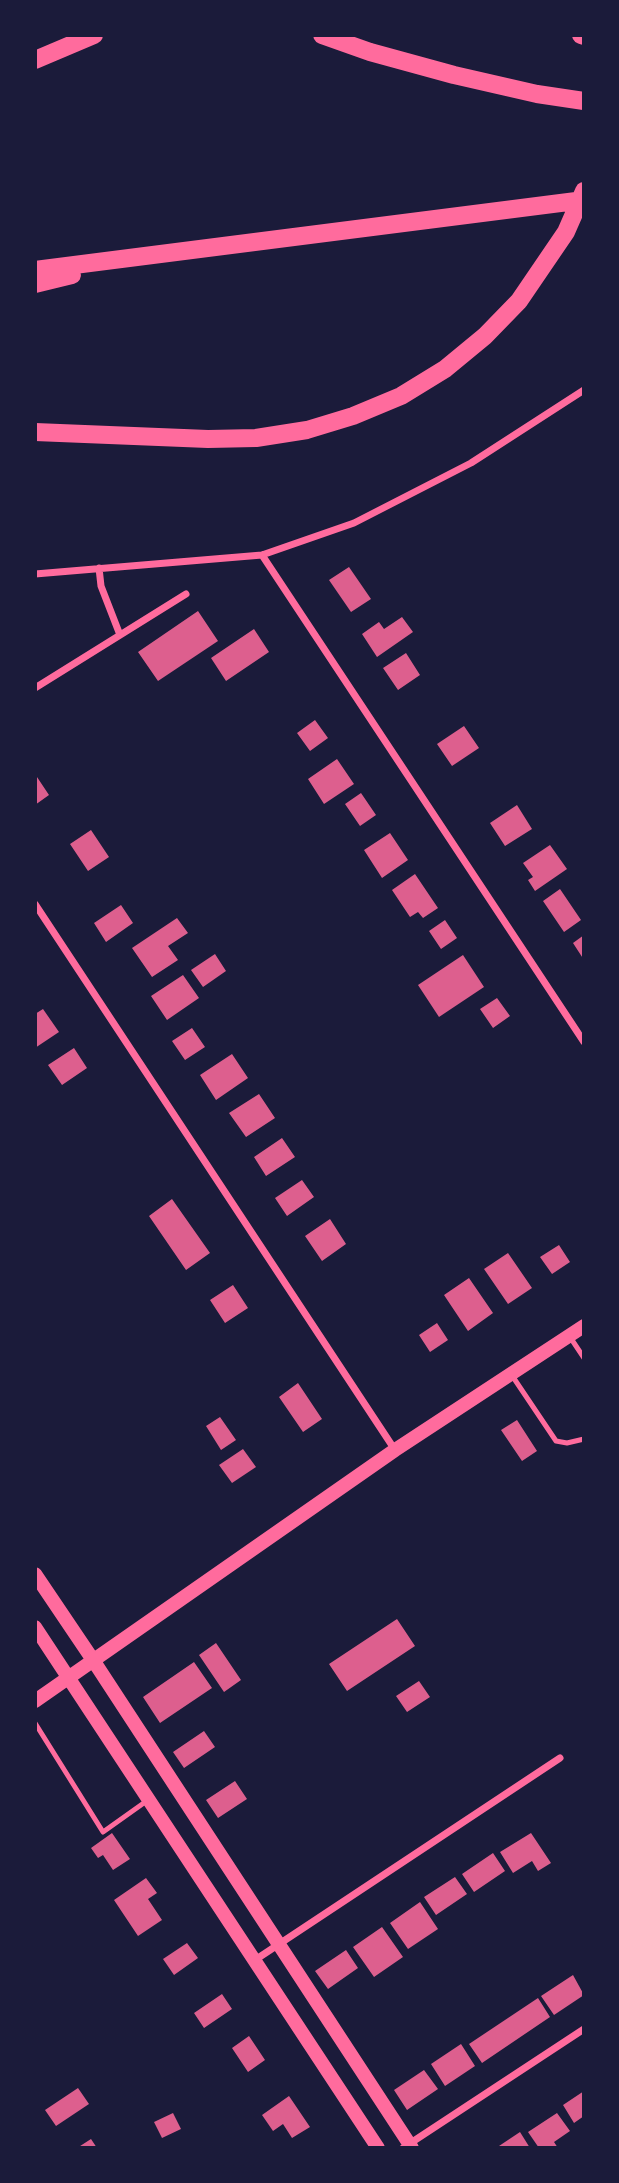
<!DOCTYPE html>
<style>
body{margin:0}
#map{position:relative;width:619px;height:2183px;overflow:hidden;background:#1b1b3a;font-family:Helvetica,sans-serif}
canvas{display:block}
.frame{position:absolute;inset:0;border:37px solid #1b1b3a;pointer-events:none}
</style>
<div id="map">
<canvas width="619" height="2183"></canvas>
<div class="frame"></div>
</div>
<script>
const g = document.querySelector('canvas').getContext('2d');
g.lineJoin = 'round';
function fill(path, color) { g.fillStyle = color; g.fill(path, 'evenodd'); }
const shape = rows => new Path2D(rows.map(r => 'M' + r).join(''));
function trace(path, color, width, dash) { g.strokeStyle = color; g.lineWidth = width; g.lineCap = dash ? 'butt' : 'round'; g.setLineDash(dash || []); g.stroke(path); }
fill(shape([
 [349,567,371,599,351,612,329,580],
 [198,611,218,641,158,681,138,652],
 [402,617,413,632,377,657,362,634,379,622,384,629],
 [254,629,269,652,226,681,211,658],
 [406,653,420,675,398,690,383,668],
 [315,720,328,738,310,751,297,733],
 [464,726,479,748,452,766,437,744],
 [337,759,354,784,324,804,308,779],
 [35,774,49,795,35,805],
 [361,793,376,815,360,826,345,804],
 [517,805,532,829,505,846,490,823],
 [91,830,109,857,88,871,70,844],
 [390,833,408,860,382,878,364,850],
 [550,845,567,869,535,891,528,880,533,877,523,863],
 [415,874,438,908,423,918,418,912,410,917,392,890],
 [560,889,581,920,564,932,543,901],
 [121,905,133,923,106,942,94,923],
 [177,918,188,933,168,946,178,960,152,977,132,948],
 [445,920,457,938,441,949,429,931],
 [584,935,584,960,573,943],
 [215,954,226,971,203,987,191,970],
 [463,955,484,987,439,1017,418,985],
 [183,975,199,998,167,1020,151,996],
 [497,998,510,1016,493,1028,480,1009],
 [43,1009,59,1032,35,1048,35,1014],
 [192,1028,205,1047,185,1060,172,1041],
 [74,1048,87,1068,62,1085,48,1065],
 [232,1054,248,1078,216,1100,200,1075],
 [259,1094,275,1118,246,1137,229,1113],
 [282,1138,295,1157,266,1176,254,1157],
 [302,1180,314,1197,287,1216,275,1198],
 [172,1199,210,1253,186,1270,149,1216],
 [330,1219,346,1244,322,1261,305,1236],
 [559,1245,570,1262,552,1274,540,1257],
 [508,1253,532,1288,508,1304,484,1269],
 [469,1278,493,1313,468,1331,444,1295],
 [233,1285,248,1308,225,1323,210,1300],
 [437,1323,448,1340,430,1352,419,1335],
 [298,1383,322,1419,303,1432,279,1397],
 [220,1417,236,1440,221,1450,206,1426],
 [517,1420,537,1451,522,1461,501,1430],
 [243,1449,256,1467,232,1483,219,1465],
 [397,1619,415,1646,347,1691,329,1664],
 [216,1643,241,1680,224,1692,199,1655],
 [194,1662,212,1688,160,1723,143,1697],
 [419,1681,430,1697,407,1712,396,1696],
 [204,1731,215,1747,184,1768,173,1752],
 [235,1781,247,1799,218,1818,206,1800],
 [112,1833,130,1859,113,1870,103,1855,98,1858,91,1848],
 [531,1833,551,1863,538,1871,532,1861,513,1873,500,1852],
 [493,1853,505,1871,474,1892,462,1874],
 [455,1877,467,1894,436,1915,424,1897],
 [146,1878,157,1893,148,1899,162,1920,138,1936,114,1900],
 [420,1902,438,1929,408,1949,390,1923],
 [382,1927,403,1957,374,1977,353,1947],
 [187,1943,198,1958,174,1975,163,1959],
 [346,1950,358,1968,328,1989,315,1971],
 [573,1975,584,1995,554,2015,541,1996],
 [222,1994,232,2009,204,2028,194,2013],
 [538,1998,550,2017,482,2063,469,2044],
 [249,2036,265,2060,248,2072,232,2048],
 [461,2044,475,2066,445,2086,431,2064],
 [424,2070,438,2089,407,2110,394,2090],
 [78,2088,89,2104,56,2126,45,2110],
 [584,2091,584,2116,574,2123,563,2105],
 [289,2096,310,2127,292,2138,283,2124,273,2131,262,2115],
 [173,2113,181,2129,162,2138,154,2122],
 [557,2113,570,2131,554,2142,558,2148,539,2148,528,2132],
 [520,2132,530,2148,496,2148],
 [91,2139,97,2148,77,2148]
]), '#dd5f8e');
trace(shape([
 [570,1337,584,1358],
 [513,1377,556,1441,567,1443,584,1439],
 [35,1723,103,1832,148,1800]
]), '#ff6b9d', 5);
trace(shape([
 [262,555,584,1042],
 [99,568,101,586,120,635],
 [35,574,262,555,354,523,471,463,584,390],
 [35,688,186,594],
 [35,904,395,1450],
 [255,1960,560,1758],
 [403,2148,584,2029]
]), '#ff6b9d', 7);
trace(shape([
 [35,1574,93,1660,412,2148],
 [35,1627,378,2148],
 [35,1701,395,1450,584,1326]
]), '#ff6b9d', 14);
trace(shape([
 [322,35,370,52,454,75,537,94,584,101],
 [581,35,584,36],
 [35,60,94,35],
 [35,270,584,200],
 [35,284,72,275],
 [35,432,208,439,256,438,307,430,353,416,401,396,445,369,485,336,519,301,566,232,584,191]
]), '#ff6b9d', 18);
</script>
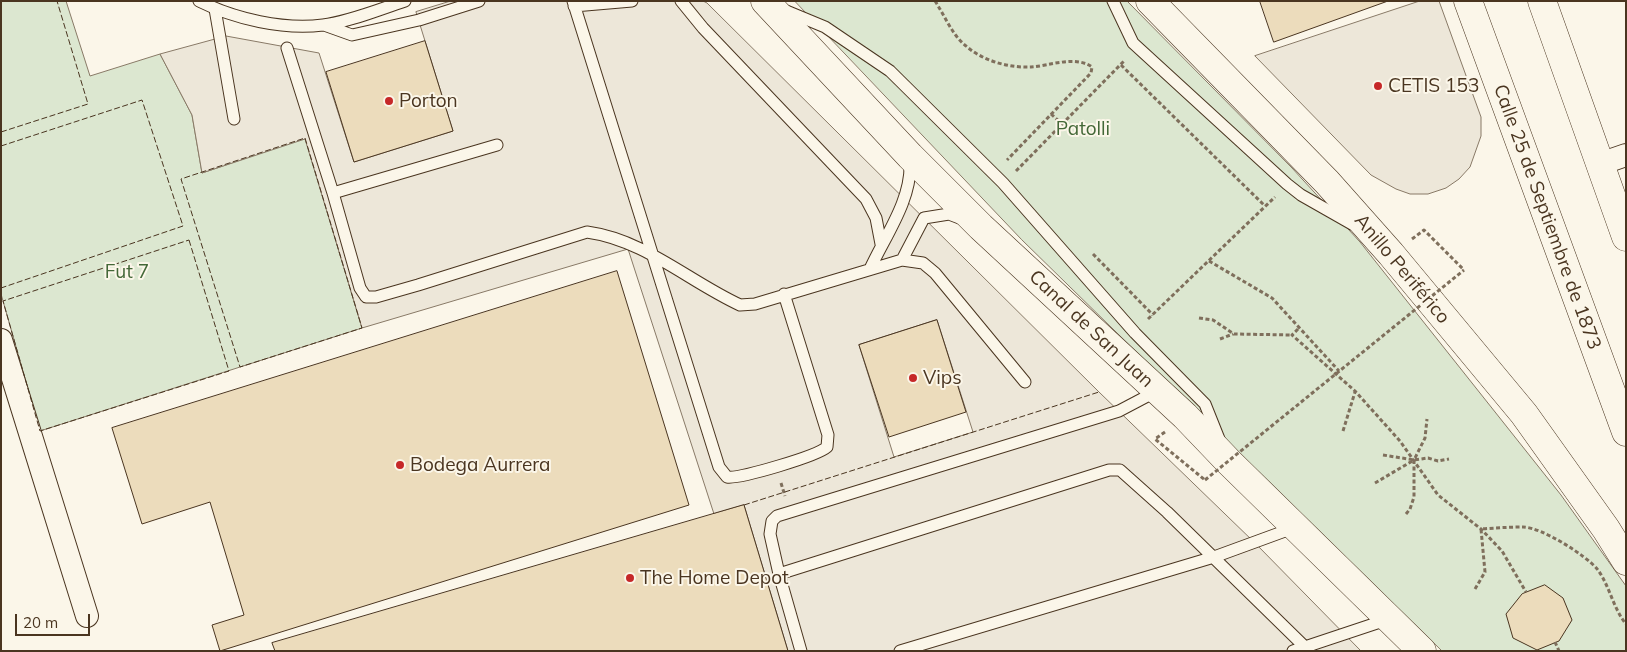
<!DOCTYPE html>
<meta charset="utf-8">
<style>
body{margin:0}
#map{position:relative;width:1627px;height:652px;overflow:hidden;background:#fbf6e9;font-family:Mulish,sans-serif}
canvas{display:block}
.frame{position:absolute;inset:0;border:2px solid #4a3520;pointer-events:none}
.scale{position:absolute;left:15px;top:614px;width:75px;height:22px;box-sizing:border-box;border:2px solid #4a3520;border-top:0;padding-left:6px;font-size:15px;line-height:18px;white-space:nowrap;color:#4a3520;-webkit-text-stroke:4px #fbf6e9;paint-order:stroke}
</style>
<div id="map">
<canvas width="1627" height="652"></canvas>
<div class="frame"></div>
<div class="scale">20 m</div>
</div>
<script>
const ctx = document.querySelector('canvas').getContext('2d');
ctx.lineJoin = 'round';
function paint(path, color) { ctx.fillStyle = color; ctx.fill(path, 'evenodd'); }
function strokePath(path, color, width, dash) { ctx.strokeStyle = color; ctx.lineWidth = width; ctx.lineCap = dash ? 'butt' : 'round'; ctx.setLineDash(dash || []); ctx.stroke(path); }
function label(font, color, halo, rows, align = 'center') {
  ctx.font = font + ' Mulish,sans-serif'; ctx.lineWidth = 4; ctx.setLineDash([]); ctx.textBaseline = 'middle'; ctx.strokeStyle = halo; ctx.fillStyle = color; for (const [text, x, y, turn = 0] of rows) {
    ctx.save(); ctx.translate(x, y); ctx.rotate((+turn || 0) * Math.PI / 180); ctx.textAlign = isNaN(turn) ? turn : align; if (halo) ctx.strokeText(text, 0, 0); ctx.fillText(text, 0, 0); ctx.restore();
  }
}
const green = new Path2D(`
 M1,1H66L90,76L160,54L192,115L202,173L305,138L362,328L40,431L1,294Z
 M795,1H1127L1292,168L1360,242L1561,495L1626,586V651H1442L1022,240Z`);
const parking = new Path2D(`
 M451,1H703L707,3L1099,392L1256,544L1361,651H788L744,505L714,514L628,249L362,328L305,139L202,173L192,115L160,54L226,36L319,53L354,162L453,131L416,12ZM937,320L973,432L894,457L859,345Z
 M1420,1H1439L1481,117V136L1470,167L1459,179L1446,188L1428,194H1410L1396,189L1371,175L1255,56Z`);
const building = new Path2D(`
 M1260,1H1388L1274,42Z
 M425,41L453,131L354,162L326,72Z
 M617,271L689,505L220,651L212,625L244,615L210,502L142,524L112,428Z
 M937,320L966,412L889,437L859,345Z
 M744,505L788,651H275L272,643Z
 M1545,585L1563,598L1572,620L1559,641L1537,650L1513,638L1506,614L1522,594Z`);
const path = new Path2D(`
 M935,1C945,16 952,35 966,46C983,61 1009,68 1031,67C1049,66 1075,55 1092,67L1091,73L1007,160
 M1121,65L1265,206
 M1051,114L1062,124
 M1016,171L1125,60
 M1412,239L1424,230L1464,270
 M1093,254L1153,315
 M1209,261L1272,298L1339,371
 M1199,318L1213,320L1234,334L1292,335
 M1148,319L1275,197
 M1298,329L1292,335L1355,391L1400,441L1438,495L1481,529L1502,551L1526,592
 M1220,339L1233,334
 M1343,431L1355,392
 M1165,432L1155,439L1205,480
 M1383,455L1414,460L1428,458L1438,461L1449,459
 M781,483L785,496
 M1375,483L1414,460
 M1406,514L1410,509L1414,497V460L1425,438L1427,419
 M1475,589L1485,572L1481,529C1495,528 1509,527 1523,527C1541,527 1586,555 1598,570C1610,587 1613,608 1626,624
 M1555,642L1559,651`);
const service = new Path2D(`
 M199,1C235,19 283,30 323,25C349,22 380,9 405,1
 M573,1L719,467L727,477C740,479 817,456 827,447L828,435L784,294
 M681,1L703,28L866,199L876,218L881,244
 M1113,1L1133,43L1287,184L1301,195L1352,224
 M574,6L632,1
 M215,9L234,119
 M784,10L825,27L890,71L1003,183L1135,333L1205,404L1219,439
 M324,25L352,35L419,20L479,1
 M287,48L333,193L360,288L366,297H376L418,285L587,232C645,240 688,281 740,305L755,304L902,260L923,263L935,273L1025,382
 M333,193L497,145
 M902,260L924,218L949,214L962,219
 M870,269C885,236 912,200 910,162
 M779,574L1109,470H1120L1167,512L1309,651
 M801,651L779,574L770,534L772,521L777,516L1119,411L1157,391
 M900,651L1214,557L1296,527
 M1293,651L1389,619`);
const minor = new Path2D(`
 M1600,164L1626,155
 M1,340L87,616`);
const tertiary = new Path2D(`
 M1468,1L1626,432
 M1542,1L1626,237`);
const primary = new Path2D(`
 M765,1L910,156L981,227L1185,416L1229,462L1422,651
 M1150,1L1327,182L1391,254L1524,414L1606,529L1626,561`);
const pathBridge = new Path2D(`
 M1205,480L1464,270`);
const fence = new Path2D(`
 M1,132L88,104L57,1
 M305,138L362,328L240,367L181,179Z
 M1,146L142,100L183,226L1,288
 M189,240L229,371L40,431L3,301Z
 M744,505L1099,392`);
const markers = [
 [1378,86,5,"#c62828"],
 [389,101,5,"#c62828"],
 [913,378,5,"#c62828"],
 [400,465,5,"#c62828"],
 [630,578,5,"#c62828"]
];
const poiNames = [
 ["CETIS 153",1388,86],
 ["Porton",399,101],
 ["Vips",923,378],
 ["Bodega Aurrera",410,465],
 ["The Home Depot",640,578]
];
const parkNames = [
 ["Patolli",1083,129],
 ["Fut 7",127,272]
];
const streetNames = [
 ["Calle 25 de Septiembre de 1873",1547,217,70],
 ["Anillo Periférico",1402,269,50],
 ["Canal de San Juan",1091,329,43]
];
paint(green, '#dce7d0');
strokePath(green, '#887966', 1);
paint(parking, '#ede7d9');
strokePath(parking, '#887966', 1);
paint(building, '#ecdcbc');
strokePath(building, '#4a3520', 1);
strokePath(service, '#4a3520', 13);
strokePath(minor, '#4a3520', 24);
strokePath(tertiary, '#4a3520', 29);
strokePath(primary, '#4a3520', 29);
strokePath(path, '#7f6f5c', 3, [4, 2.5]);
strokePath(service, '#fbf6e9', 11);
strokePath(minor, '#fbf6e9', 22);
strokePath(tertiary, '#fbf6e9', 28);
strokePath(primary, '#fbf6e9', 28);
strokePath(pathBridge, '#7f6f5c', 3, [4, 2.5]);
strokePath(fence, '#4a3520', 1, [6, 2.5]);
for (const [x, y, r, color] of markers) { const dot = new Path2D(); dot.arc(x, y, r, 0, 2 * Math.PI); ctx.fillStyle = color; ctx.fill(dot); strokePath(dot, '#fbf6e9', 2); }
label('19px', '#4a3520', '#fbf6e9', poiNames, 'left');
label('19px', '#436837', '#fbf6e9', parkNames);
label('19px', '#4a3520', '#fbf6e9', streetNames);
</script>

* [WORK ITEM] Whenever the string "document" shows up in a line of the entries, copy that line.

* [WRITTEN ANSWER]
const g = document.querySelector('canvas').getContext('2d');
const ctx = document.querySelector('canvas').getContext('2d');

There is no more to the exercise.